You are viewing a plain text version of this content. The canonical link for it is here.
Posted to commits@airflow.apache.org by ka...@apache.org on 2021/06/15 19:22:05 UTC

[airflow] branch main updated: Handle missing/null serialized DAG dependencies (#16393)

This is an automated email from the ASF dual-hosted git repository.

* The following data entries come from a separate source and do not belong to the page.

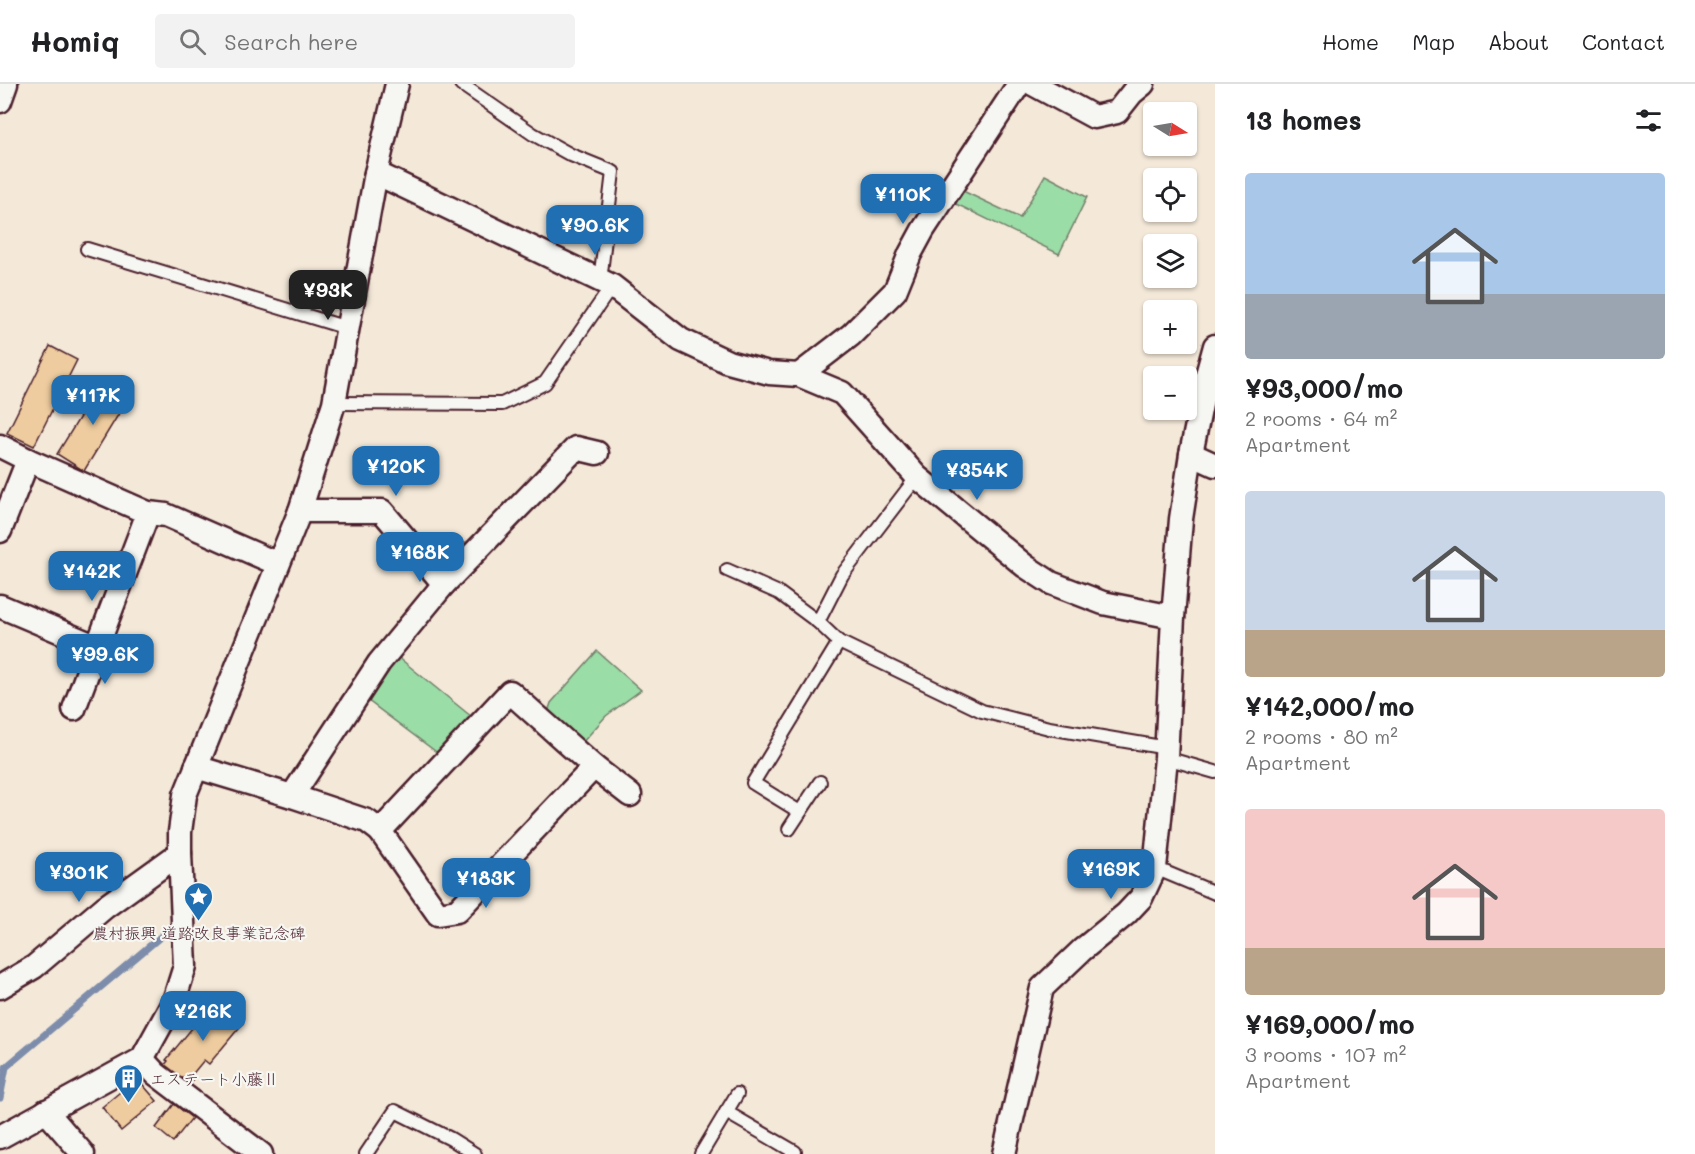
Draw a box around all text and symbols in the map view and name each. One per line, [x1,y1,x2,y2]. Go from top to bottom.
search box [155,14,575,68]
text: Homiq [30,23,119,59]
icon: search [176,25,209,58]
text: Search here [224,27,358,56]
text: Home [1322,28,1379,55]
text: Map [1412,28,1455,55]
text: About [1488,28,1549,55]
text: Contact [1582,28,1665,55]
north arrow [1143,102,1197,156]
map controls [1143,102,1197,420]
text: 13 homes [1245,103,1362,137]
icon: filters [1632,104,1665,137]
button: locate [1143,168,1197,222]
pin: ¥110K [861,174,945,225]
text: ¥110K [875,180,931,206]
pin: ¥90.6K [546,205,644,256]
text: ¥90.6K [560,211,630,237]
icon: home [1401,212,1509,320]
button: layers [1143,234,1197,288]
pin: ¥93K [292,270,364,321]
text: ¥93K [303,276,353,302]
button: + [1143,300,1197,354]
button: − [1143,366,1197,420]
text: ¥93,000/mo [1245,371,1403,405]
pin: ¥117K [51,375,135,426]
text: ¥117K [65,381,121,407]
text: 2 rooms · 64 m² [1245,405,1397,431]
text: Apartment [1245,431,1351,457]
pin: ¥120K [354,446,438,497]
pin: ¥354K [935,450,1019,501]
text: ¥120K [366,452,426,478]
text: ¥354K [946,456,1008,482]
icon: home [1401,530,1509,638]
pin: ¥168K [378,532,462,583]
text: ¥168K [390,538,450,564]
pin: ¥142K [50,551,134,602]
text: ¥142K [63,557,121,583]
pin: ¥99.6K [56,634,154,685]
text: ¥99.6K [71,640,139,666]
text: ¥142,000/mo [1245,689,1414,723]
text: 2 rooms · 80 m² [1245,723,1398,749]
text: Apartment [1245,749,1351,775]
icon: home [1401,848,1509,956]
pin: ¥169K [1069,849,1153,900]
pin: ¥301K [37,852,121,903]
text: ¥169K [1081,855,1141,881]
text: ¥301K [49,858,109,884]
pin: ¥183K [444,858,528,909]
text: ¥183K [456,864,516,890]
place icon: 農村振興 道路改良事業記念碑 [183,880,215,922]
place label: 農村振興 道路改良事業記念碑 [92,922,306,943]
pin: ¥216K [161,991,245,1042]
text: ¥216K [174,997,232,1023]
text: ¥169,000/mo [1245,1007,1415,1041]
text: 3 rooms · 107 m² [1245,1041,1406,1067]
building icon: エステート小藤Ⅱ [113,1062,145,1104]
text: Apartment [1245,1067,1351,1093]
place label: エステート小藤Ⅱ [150,1068,279,1089]

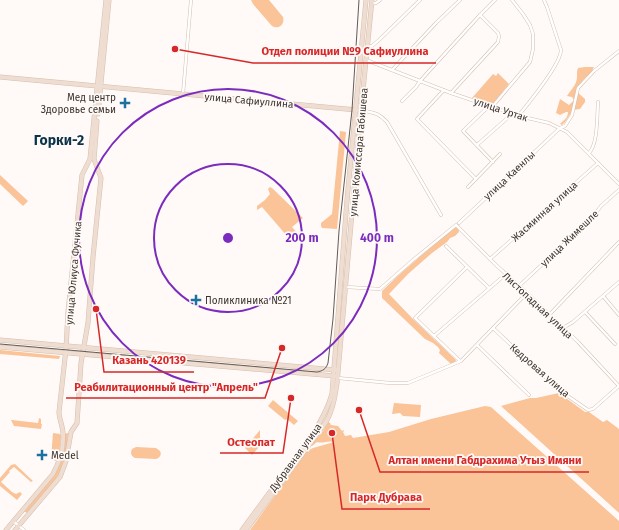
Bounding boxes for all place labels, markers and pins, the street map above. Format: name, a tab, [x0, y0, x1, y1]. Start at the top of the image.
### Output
callout: Отдел полиции №9 Сафиуллина	[253, 40, 436, 63]
place label: Мед центр Здоровье семьи	[41, 92, 116, 116]
marker: Мед центр Здоровье семьи	[119, 97, 131, 109]
centre of rings	[221, 231, 235, 245]
marker: Поликлиника №21	[190, 294, 202, 306]
place label: Поликлиника №21	[205, 295, 292, 307]
callout: Казань 420139	[104, 349, 194, 372]
callout: Реабилитационный центр "Апрель"	[66, 375, 265, 398]
callout: Остеопат	[220, 430, 283, 453]
marker: Medel	[36, 449, 48, 461]
callout: Алтан имени Габдрахима Утыз Имяни	[380, 449, 589, 472]
place label: Medel	[51, 450, 79, 462]
callout: Парк Дубрава	[342, 486, 430, 509]

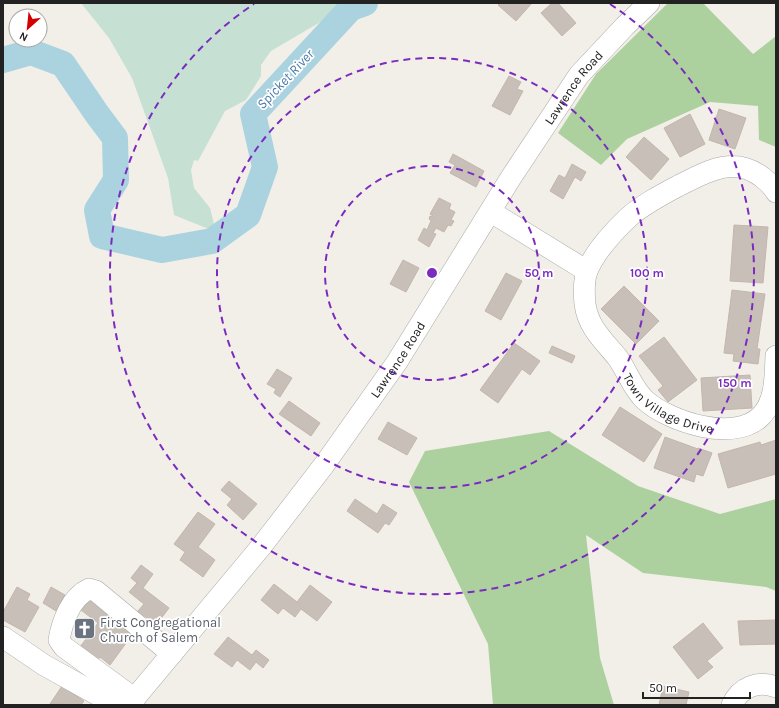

kaxilnaik pushed a commit to branch main
in repository https://gitbox.apache.org/repos/asf/airflow.git


The following commit(s) were added to refs/heads/main by this push:
     new 0fa4d83  Handle missing/null serialized DAG dependencies (#16393)
0fa4d83 is described below

commit 0fa4d833f72a77f30bafa7c32f12b27c0ace4381
Author: Tzu-ping Chung <tp...@astronomer.io>
AuthorDate: Wed Jun 16 03:21:37 2021 +0800

    Handle missing/null serialized DAG dependencies (#16393)
    
    When a serialized DAG is missing a "dag_dependencies" field (possible
    when upgrading), PostgreSQL would return NULL when accessing the field
    with a JSON function. This value would fail subsequent code, so we need
    some logic to handle it.
    
    Fix #16356
---
 airflow/models/serialized_dag.py    | 18 ++++++------------
 tests/models/test_serialized_dag.py | 18 ++++++++++++++++++
 2 files changed, 24 insertions(+), 12 deletions(-)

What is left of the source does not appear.